▸ **Exercise**
Could you retype all of the records exactly, leaving out every picture?

☆ ☆ ☆ ☆ ☆ ☆ ☆

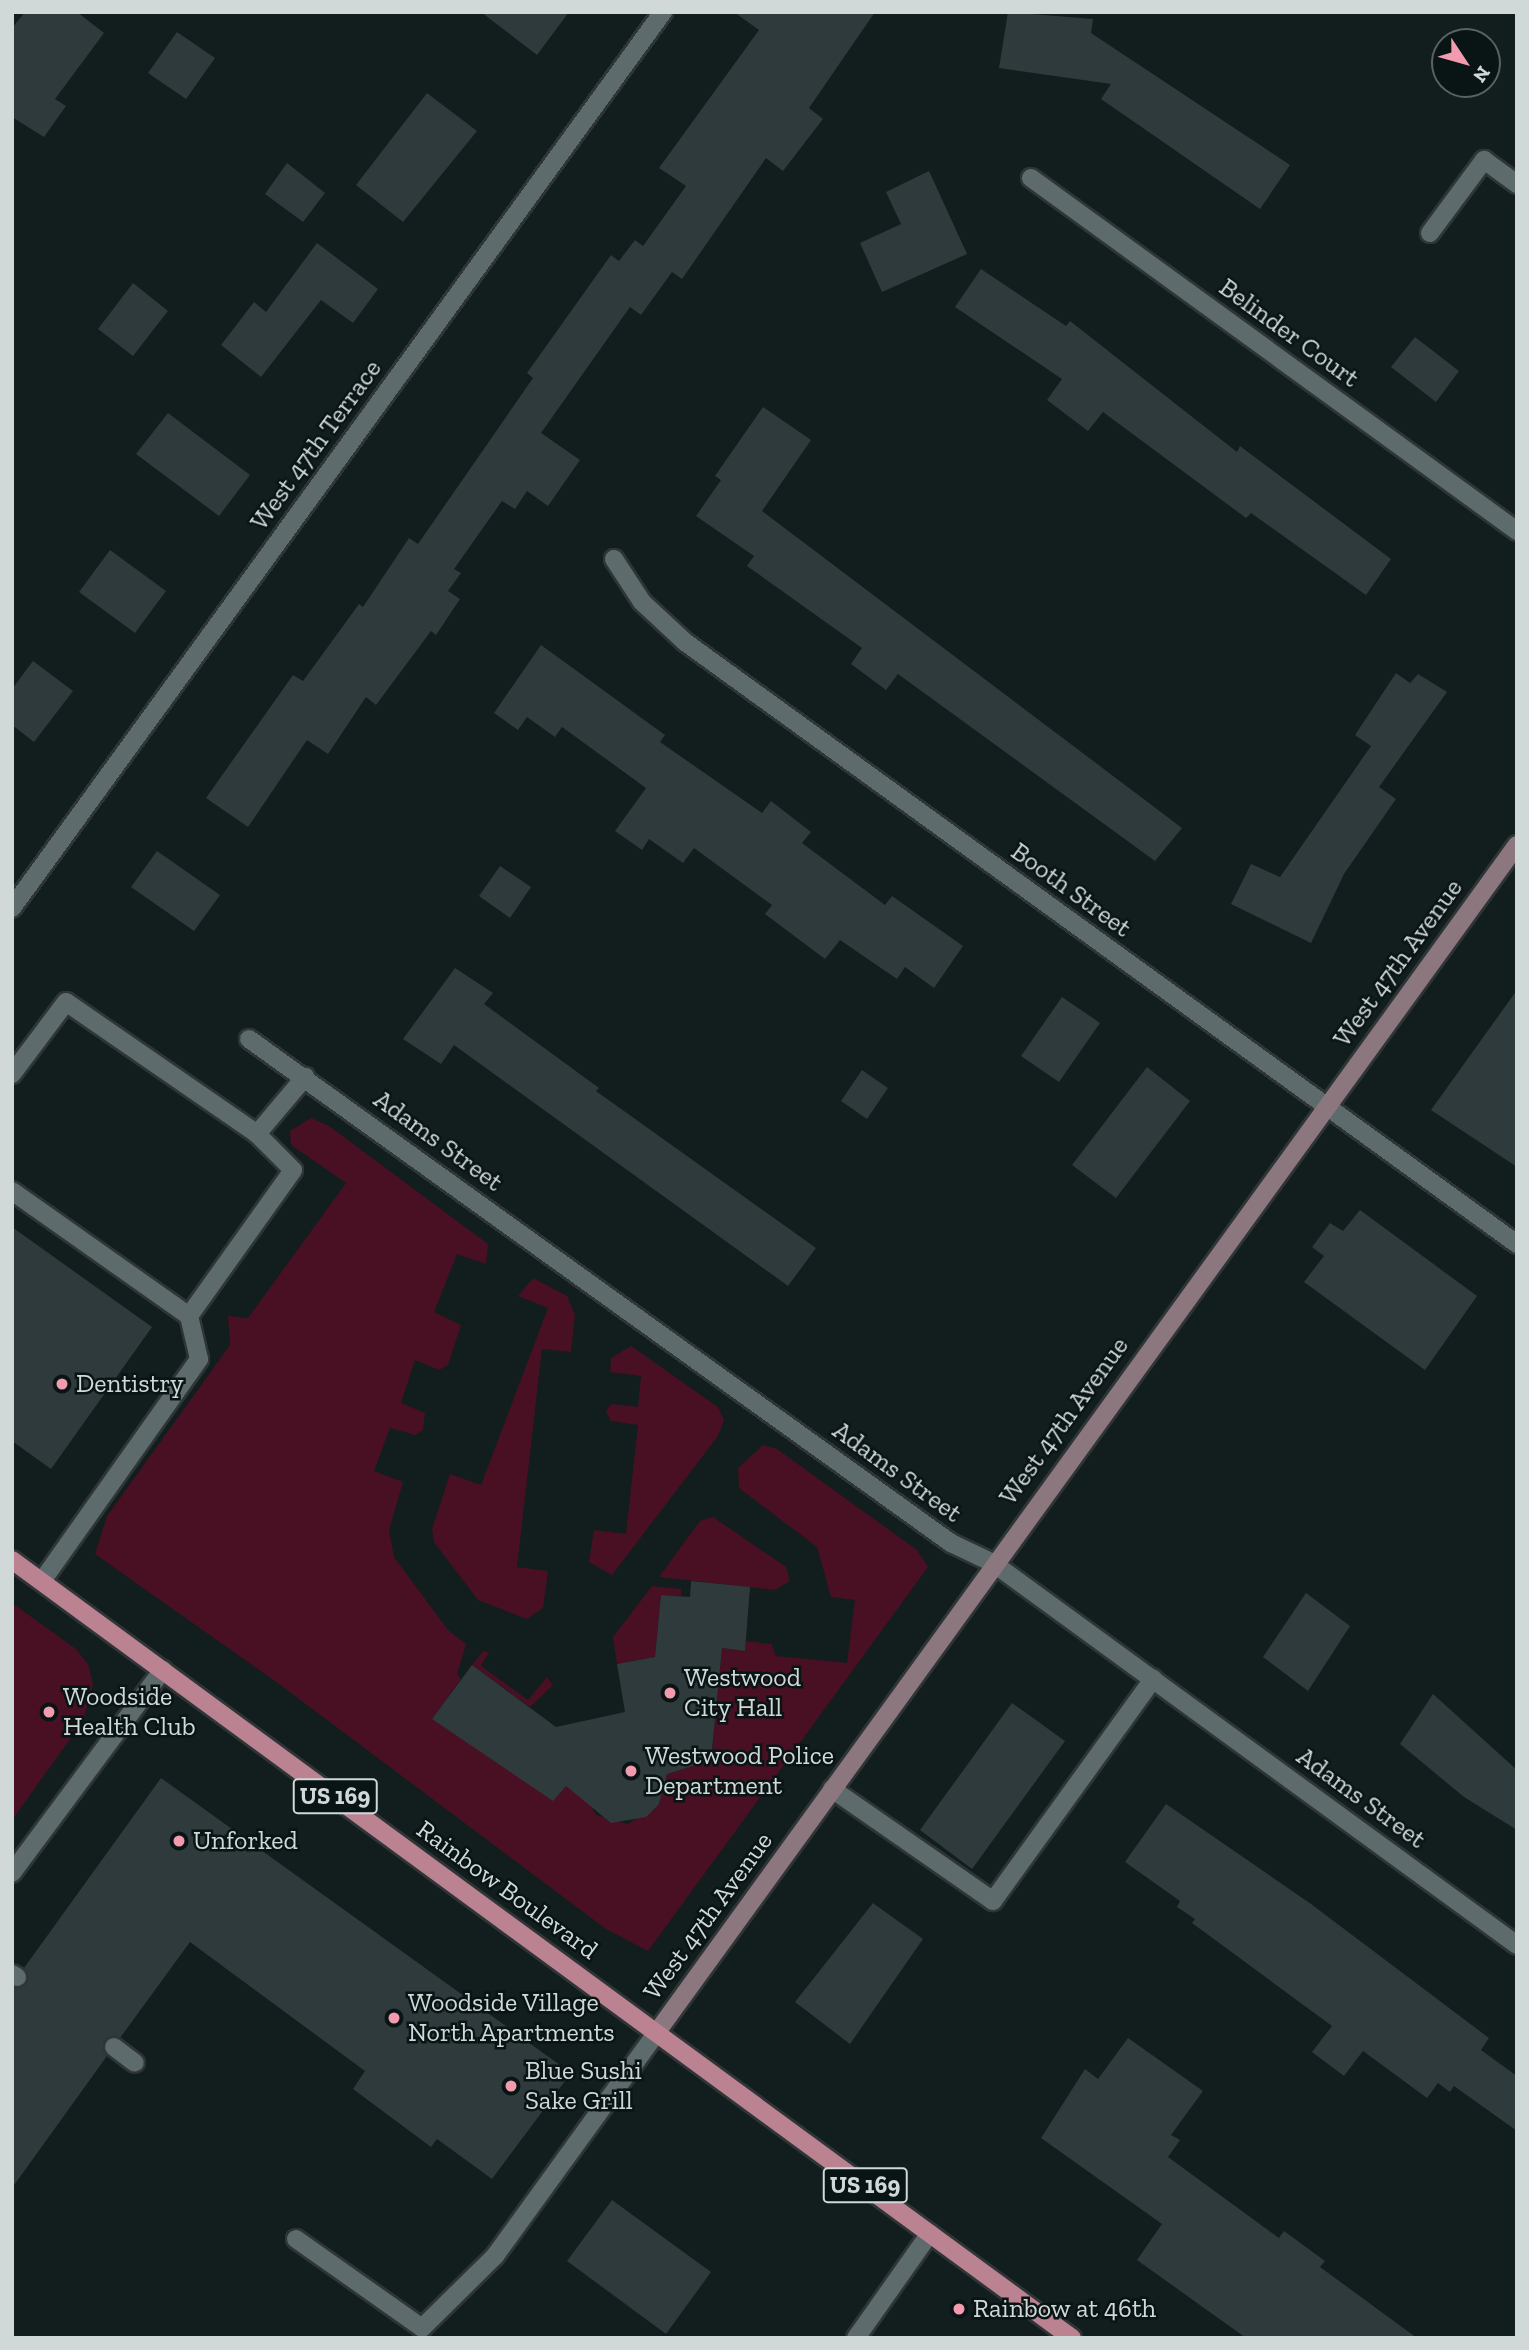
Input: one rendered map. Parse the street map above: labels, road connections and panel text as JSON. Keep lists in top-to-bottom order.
{
  "streets": {
    "main road": ["US 169", "Rainbow Boulevard"],
    "street": [
      "Belinder Court",
      "West 47th Terrace",
      "Booth Street",
      "West 47th Avenue",
      "Adams Street"
    ]
  },
  "crossings": [
    ["Booth Street", "West 47th Avenue"],
    ["West 47th Avenue", "Adams Street"],
    ["West 47th Avenue", "Rainbow Boulevard"]
  ],
  "places": [
    "Dentistry",
    "Westwood City Hall",
    "Woodside Health Club",
    "Westwood Police Department",
    "Unforked",
    "Woodside Village North Apartments",
    "Blue Sushi Sake Grill",
    "Rainbow at 46th"
  ],
  "north": "bottom right"
}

☆ ☆ ☆ ☆ ☆ ☆ ☆

▸ **Solution**
Input: one rendered map. Parse the street map above: labels, road connections and panel text as JSON. Keep lists in top-to-bottom order.
{
  "streets": {
    "main road": ["US 169", "Rainbow Boulevard"],
    "street": [
      "Belinder Court",
      "West 47th Terrace",
      "Booth Street",
      "West 47th Avenue",
      "Adams Street"
    ]
  },
  "crossings": [
    ["Booth Street", "West 47th Avenue"],
    ["West 47th Avenue", "Adams Street"],
    ["West 47th Avenue", "Rainbow Boulevard"]
  ],
  "places": [
    "Dentistry",
    "Westwood City Hall",
    "Woodside Health Club",
    "Westwood Police Department",
    "Unforked",
    "Woodside Village North Apartments",
    "Blue Sushi Sake Grill",
    "Rainbow at 46th"
  ],
  "north": "bottom right"
}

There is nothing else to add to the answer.